- **Task objective**
Scan the listing below and copy every line holding "from".

- **Data listing**
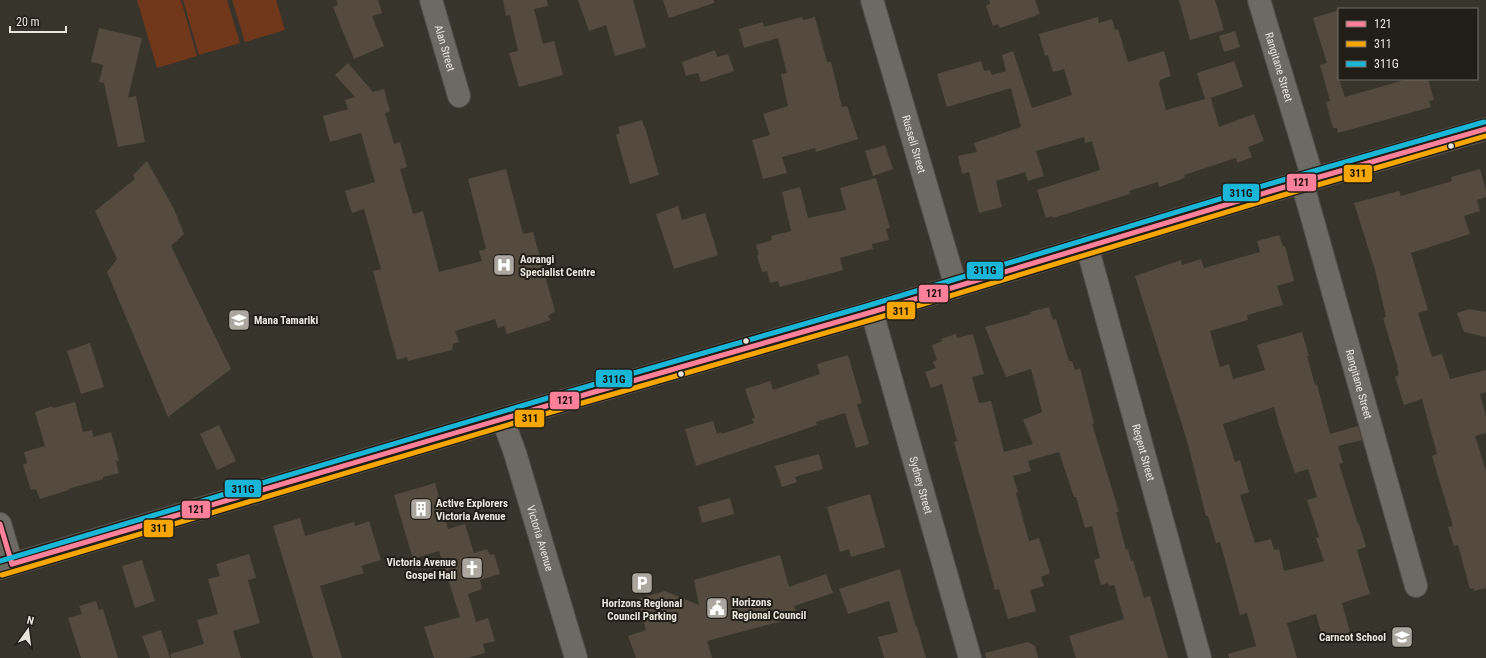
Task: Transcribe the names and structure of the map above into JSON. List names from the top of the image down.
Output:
{
  "streets": {
    "street": [
      "Alan Street",
      "Rangitane Street",
      "Russell Street",
      "Regent Street",
      "Sydney Street",
      "Victoria Avenue"
    ]
  },
  "places": {
    "hospital": ["Aorangi Specialist Centre"],
    "school or university": ["Mana Tamariki", "Carncot School"],
    "building": ["Active Explorers Victoria Avenue"],
    "church": ["Victoria Avenue Gospel Hall"],
    "parking": ["Horizons Regional Council Parking"],
    "public building": ["Horizons Regional Council"]
  },
  "lines": ["transit line 311G", "transit line 121", "transit line 311"],
  "legend": ["121", "311", "311G"],
  "scale_bar": "20 m",
  "north": "top"
}
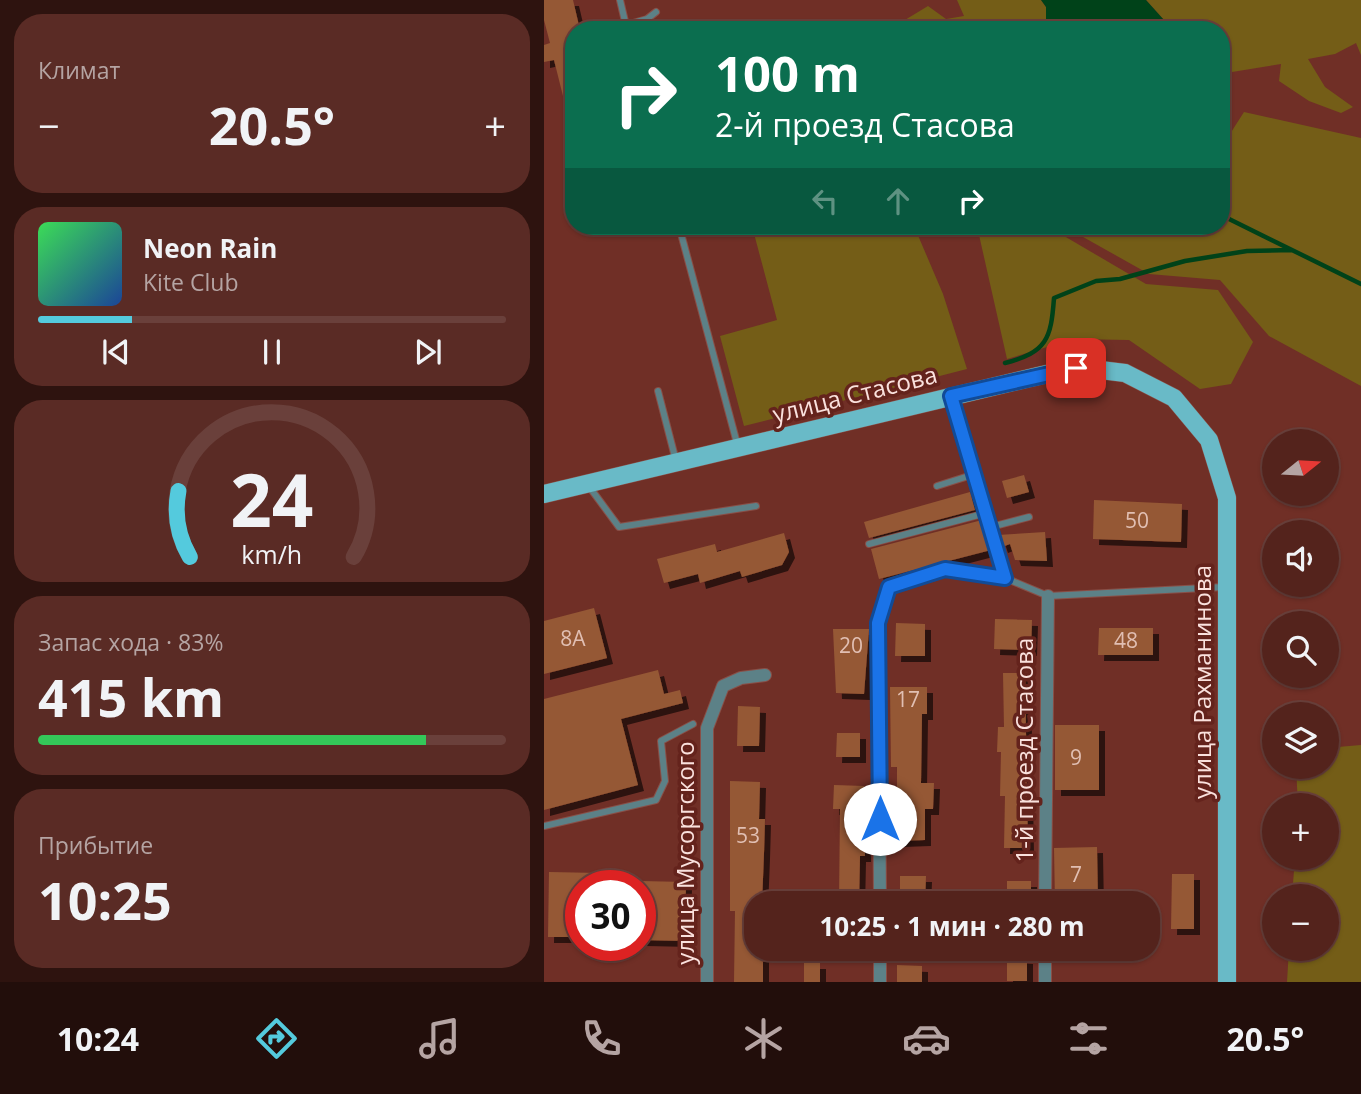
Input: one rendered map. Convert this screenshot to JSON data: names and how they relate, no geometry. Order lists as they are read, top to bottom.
{
  "streets": {
    "main road": ["улица Стасова", "улица Рахманинова"],
    "street": ["1-й проезд Стасова", "улица Мусоргского"]
  },
  "crossings": [
    ["улица Стасова", "улица Рахманинова"]
  ],
  "house_numbers": [
    "50",
    "8А",
    "48",
    "20",
    "17",
    "9",
    "53",
    "7"
  ],
  "north": "right",
  "page": {
    "tile": [
      "Климат",
      ["Запас хода · 83%", "415 km"],
      ["Прибытие", "10:25"]
    ],
    "turn": ["100 m", "2-й проезд Стасова"],
    "heat": ["−", "20.5°", "+"],
    "song": ["Neon Rain", "Kite Club"],
    "map_buttons": ["+", "−"],
    "limit": "30",
    "trip": "10:25 · 1 мин · 280 m",
    "tabs": ["10:24", "20.5°"],
    "gauge": ["24", "km/h"]
  }
}
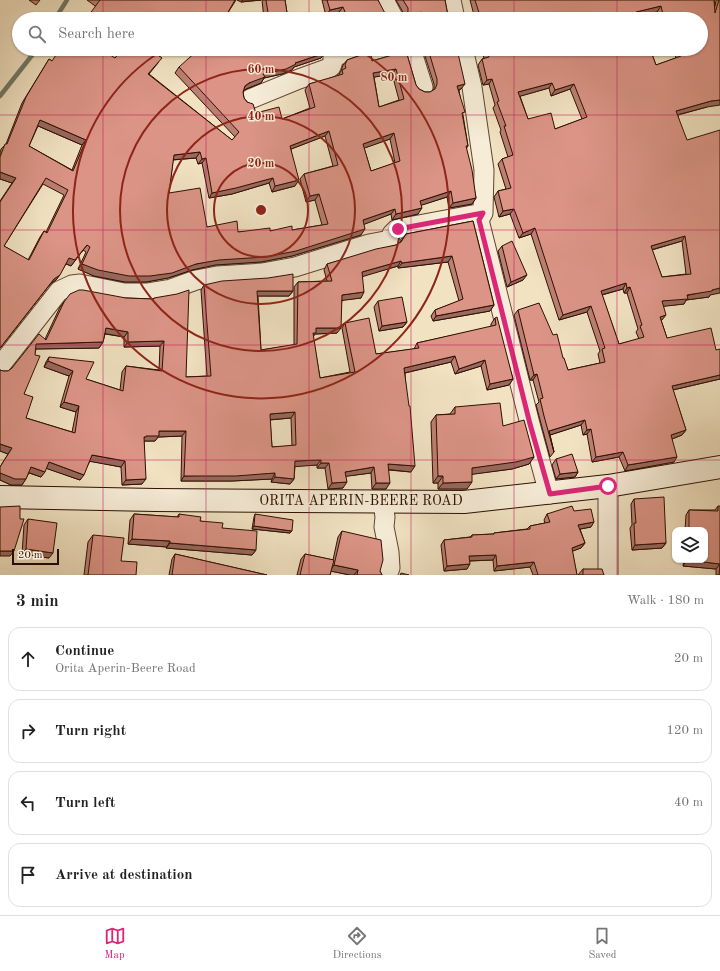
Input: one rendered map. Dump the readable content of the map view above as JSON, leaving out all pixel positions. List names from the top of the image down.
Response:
{
  "streets": {
    "main road": ["ORITA APERIN-BEERE ROAD"]
  },
  "scale_bar": "20 m",
  "page": {
    "search": "Search here",
    "scale": "20 m",
    "heading": ["3 min", "Walk · 180 m"],
    "list": [
      ["Continue", "Orita Aperin-Beere Road", "20 m"],
      ["Turn right", "120 m"],
      ["Turn left", "40 m"],
      "Arrive at destination"
    ],
    "nav": ["Map", "Directions", "Saved"]
  },
  "rings": [
    "60 m",
    "80 m",
    "40 m",
    "20 m"
  ]
}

- **Answer space**
Task: Transcribe the names and structure of the map above into JSON. List names from the top of the image down.
Input: one rendered map. Dump the readable content of the map view above as JSON, leaving out all pixel positions. List names from the top of the image down.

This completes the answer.